---------- Material for this task ----------
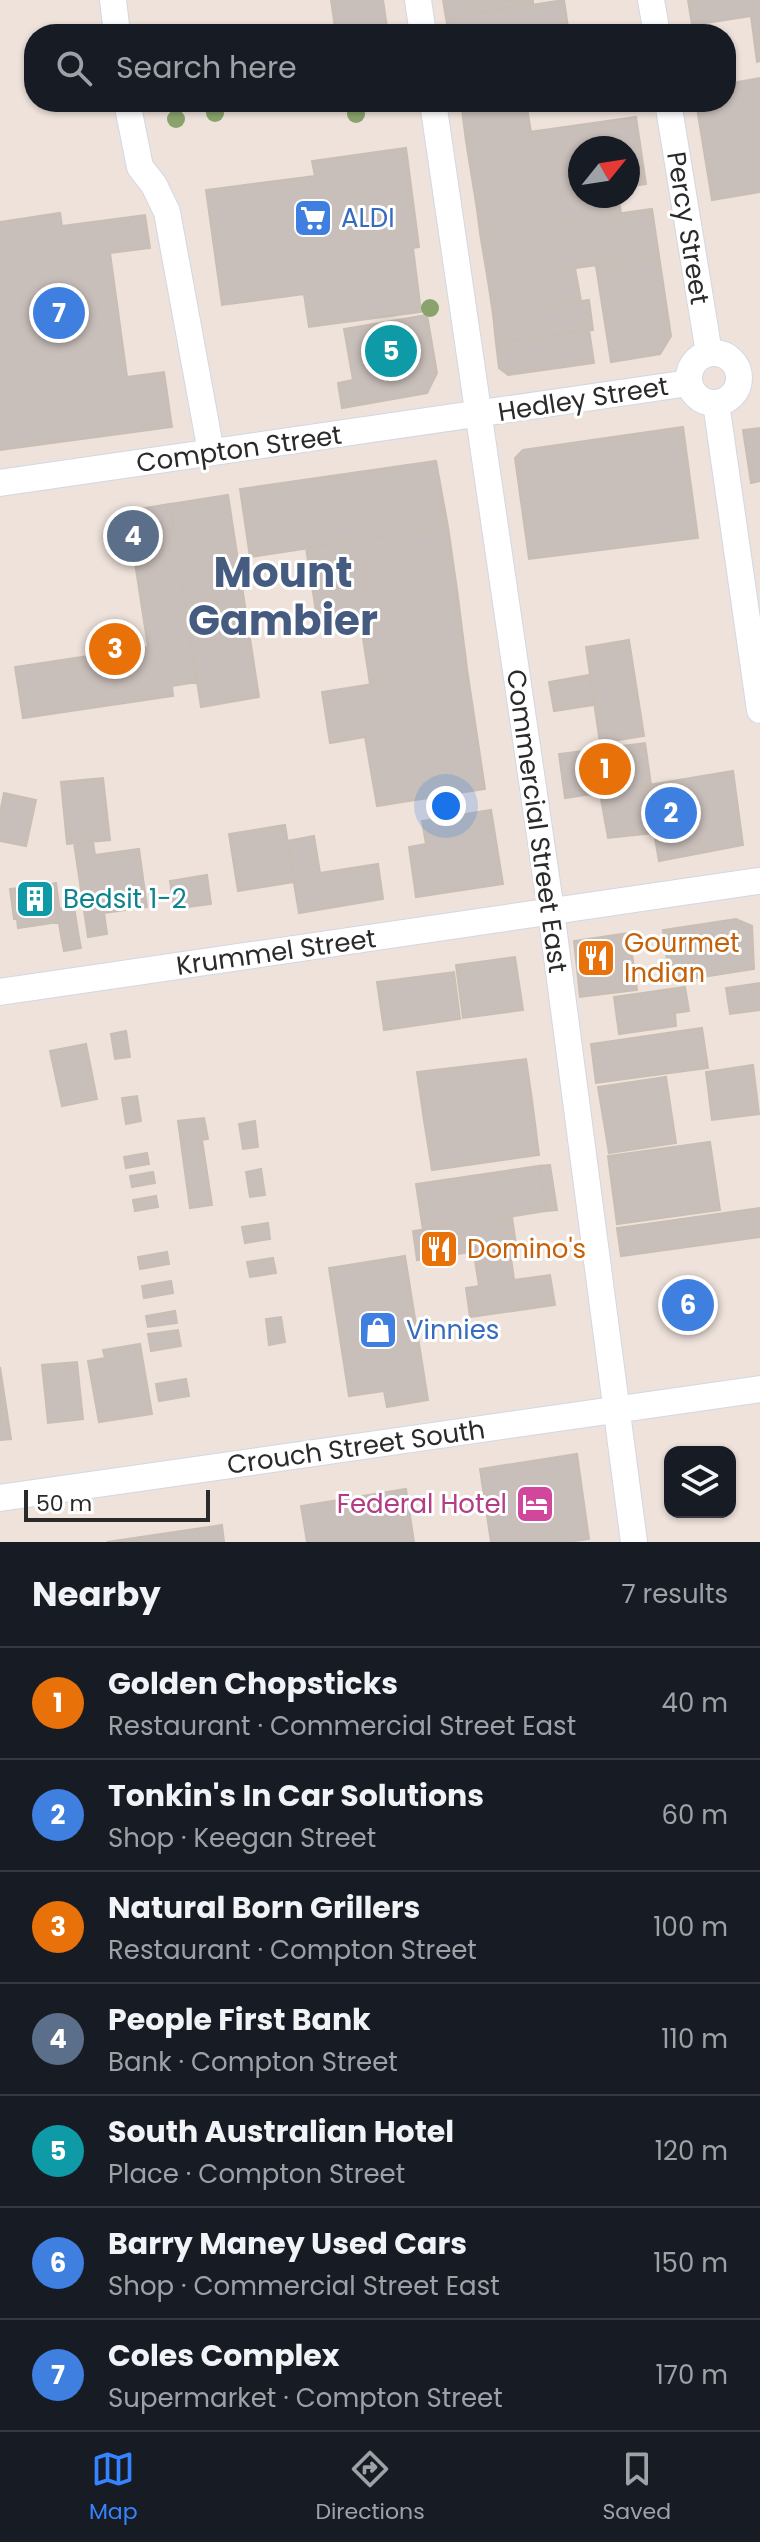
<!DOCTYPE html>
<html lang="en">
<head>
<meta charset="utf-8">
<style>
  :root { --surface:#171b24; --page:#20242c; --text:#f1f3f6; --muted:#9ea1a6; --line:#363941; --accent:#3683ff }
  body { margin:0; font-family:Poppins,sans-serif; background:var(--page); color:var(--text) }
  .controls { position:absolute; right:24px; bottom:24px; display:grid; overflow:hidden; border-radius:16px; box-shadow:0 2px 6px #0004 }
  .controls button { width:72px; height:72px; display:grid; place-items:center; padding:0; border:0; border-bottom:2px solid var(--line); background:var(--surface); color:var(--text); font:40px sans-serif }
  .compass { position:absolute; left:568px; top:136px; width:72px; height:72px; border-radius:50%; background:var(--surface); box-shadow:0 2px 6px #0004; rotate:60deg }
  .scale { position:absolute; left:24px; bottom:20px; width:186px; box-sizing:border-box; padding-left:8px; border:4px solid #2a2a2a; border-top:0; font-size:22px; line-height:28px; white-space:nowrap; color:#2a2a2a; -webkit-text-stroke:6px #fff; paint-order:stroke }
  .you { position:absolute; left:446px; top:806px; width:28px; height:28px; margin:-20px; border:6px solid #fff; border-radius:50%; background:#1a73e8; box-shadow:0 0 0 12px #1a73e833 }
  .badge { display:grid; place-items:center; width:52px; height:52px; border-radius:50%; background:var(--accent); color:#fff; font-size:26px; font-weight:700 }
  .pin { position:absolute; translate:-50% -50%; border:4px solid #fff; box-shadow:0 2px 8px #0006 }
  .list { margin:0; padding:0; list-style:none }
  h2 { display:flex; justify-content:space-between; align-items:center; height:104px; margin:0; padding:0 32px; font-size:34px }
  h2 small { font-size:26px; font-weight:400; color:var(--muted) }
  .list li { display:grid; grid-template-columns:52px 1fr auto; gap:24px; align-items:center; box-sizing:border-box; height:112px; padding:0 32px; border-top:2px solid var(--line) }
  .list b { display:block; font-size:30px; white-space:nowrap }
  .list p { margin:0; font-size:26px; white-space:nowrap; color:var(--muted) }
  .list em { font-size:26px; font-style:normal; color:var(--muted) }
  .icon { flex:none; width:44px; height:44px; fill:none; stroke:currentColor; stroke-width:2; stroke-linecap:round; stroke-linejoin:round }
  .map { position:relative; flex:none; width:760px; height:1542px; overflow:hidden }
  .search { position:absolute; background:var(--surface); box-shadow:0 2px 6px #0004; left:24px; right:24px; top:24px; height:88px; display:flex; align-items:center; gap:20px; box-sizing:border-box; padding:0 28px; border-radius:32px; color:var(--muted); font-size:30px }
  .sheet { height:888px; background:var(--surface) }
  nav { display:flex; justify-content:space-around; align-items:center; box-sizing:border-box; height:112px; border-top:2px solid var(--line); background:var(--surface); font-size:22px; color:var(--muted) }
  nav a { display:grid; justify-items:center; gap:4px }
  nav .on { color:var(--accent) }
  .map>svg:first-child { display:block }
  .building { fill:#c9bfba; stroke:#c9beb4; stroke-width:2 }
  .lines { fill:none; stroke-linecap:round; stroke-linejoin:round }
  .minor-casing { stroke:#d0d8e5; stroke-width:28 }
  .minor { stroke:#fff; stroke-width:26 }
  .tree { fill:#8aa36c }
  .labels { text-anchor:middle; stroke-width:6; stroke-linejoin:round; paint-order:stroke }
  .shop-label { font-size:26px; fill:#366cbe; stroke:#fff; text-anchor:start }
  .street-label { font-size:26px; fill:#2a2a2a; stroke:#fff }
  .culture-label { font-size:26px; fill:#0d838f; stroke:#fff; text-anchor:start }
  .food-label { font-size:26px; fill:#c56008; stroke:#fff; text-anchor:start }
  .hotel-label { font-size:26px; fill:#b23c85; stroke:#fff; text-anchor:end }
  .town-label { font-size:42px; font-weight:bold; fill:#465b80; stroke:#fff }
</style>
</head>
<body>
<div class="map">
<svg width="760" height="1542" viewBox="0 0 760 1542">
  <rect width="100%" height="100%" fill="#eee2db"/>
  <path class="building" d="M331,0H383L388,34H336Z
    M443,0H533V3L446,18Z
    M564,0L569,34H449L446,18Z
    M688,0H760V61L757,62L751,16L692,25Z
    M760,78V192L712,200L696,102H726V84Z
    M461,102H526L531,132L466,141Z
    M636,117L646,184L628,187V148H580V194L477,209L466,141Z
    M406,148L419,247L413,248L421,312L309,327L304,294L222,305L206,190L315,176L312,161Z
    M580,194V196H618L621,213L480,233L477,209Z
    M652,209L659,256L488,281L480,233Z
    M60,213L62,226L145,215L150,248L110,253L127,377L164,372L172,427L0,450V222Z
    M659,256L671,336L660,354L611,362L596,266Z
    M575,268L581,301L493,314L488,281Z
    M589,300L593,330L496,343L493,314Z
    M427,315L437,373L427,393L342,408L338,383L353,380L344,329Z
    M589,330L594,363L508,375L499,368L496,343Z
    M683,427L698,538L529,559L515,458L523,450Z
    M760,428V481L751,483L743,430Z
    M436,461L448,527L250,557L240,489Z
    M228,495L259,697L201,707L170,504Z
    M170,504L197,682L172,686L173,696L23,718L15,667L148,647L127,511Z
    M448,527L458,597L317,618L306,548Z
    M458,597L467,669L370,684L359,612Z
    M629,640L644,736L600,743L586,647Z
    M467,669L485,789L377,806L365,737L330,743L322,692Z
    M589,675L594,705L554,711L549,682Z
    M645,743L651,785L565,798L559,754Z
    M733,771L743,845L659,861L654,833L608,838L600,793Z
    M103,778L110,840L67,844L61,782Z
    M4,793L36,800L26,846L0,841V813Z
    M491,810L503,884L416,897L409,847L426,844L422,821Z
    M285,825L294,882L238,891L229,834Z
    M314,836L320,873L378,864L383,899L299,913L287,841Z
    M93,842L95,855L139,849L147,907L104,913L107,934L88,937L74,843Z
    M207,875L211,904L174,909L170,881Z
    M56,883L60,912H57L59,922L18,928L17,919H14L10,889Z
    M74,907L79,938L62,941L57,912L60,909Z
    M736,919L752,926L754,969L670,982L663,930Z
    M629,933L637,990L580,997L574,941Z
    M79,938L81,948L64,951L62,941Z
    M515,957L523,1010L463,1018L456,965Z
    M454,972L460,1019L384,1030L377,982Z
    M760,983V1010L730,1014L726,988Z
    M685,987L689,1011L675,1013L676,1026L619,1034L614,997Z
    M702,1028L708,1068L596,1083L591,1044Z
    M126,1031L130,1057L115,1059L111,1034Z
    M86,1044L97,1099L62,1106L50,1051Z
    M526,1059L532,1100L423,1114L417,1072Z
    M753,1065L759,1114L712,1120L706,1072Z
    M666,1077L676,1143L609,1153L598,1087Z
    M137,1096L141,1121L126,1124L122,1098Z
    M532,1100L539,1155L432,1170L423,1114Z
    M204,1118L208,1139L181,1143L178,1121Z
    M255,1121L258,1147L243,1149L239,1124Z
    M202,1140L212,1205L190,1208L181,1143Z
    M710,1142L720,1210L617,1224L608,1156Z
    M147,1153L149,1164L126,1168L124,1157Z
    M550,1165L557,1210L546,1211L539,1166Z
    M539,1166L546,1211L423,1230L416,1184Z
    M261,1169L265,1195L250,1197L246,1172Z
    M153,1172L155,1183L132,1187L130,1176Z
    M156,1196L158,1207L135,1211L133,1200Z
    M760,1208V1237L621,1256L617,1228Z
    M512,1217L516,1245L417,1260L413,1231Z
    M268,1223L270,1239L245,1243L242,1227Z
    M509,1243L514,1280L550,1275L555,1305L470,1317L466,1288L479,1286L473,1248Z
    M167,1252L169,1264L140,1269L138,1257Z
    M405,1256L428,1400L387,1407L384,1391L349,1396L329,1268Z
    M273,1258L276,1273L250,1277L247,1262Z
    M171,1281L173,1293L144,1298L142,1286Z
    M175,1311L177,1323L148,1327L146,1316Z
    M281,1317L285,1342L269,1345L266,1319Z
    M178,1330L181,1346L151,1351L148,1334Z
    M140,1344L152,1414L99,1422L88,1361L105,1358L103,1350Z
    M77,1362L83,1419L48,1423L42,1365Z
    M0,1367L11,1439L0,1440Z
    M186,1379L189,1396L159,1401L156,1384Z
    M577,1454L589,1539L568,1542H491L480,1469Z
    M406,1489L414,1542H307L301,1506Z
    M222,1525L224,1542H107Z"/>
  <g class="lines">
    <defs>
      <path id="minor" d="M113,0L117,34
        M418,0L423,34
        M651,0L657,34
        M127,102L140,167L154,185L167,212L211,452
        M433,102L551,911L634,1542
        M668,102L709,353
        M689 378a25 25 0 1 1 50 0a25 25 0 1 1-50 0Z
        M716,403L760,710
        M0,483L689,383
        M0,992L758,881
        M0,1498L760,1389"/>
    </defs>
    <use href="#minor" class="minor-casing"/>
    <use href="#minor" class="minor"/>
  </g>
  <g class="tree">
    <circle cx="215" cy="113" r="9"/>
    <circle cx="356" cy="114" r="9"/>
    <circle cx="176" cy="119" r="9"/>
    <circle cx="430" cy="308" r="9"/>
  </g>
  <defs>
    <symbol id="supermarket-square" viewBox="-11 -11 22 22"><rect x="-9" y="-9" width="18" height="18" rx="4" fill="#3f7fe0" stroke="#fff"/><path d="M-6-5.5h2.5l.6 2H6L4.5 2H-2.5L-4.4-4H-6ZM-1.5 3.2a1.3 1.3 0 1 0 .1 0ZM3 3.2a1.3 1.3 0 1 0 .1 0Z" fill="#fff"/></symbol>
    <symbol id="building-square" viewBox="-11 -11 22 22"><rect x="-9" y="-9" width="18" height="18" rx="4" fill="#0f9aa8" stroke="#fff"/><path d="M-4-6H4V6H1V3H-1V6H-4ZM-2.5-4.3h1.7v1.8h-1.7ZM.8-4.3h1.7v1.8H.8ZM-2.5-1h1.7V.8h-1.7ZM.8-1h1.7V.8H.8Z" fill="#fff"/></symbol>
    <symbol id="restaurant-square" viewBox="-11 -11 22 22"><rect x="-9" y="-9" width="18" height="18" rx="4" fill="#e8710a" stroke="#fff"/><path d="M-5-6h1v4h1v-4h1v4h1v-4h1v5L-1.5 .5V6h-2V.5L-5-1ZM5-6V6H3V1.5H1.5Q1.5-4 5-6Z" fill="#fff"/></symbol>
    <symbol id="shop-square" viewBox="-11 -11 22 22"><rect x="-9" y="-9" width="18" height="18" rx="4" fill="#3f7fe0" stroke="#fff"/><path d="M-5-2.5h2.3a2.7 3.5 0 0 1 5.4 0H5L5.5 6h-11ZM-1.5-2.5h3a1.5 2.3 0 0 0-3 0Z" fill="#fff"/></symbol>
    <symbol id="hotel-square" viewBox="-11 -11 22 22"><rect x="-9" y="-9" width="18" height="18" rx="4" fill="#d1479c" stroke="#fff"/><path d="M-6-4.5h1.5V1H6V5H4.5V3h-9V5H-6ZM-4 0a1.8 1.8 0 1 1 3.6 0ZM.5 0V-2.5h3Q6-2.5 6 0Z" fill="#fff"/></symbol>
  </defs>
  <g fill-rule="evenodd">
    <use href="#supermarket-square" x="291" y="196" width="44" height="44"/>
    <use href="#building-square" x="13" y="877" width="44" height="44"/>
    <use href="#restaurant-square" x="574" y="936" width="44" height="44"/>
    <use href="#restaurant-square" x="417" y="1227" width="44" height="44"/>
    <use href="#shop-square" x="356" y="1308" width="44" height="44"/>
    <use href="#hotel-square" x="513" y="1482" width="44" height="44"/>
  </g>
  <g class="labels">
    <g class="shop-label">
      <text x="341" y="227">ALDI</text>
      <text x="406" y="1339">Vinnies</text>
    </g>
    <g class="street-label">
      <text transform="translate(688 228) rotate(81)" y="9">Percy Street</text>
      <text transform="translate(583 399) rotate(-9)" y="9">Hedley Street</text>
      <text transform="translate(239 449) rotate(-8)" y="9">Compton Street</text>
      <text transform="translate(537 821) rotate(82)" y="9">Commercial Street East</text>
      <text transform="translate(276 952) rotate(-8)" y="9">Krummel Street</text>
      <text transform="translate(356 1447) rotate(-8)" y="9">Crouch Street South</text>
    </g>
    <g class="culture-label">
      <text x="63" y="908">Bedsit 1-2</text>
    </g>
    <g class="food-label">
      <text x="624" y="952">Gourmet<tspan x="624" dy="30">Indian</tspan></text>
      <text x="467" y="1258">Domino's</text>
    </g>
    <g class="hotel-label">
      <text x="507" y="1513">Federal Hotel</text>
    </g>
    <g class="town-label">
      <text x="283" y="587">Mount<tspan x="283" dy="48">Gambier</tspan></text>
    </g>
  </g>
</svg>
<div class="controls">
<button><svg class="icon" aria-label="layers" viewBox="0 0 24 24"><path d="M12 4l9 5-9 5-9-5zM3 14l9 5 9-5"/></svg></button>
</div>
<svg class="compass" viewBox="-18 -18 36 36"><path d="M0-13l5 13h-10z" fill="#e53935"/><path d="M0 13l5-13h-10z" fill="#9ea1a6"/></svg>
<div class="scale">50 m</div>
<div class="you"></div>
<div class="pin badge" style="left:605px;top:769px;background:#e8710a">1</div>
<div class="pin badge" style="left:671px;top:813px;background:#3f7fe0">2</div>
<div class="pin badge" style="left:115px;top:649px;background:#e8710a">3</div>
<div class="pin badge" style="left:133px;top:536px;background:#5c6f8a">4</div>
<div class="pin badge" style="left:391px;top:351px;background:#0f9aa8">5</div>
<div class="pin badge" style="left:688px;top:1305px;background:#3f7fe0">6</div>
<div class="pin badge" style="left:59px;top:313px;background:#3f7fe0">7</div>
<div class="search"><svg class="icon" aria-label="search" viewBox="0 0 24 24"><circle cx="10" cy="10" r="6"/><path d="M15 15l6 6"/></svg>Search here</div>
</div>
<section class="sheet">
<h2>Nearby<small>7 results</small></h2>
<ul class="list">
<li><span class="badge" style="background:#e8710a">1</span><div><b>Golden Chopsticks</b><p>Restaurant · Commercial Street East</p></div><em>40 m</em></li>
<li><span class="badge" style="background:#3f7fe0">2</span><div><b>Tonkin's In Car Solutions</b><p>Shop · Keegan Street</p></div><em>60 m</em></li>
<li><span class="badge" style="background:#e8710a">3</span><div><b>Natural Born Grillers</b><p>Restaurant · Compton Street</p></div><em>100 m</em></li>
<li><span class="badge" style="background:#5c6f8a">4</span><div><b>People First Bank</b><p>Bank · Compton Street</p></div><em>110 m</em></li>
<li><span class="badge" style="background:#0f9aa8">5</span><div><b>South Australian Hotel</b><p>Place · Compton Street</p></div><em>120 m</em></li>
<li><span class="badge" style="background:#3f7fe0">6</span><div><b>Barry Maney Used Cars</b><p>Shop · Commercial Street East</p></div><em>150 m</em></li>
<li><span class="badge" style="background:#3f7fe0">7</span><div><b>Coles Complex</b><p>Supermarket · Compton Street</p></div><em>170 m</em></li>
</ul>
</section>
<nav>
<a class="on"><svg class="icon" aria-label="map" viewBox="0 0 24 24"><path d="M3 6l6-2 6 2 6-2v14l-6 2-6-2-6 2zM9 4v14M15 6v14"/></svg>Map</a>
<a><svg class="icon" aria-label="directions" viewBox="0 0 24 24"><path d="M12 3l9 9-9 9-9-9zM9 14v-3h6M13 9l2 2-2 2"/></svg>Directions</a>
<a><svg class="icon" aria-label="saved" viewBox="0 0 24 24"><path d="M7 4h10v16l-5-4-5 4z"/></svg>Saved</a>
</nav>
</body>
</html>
----------
Where does "nowrap" appear in the records above? Copy every line that has it.

  .scale { position:absolute; left:24px; bottom:20px; width:186px; box-sizing:border-box; padding-left:8px; border:4px solid #2a2a2a; border-top:0; font-size:22px; line-height:28px; white-space:nowrap; color:#2a2a2a; -webkit-text-stroke:6px #fff; paint-order:stroke }
  .list b { display:block; font-size:30px; white-space:nowrap }
  .list p { margin:0; font-size:26px; white-space:nowrap; color:var(--muted) }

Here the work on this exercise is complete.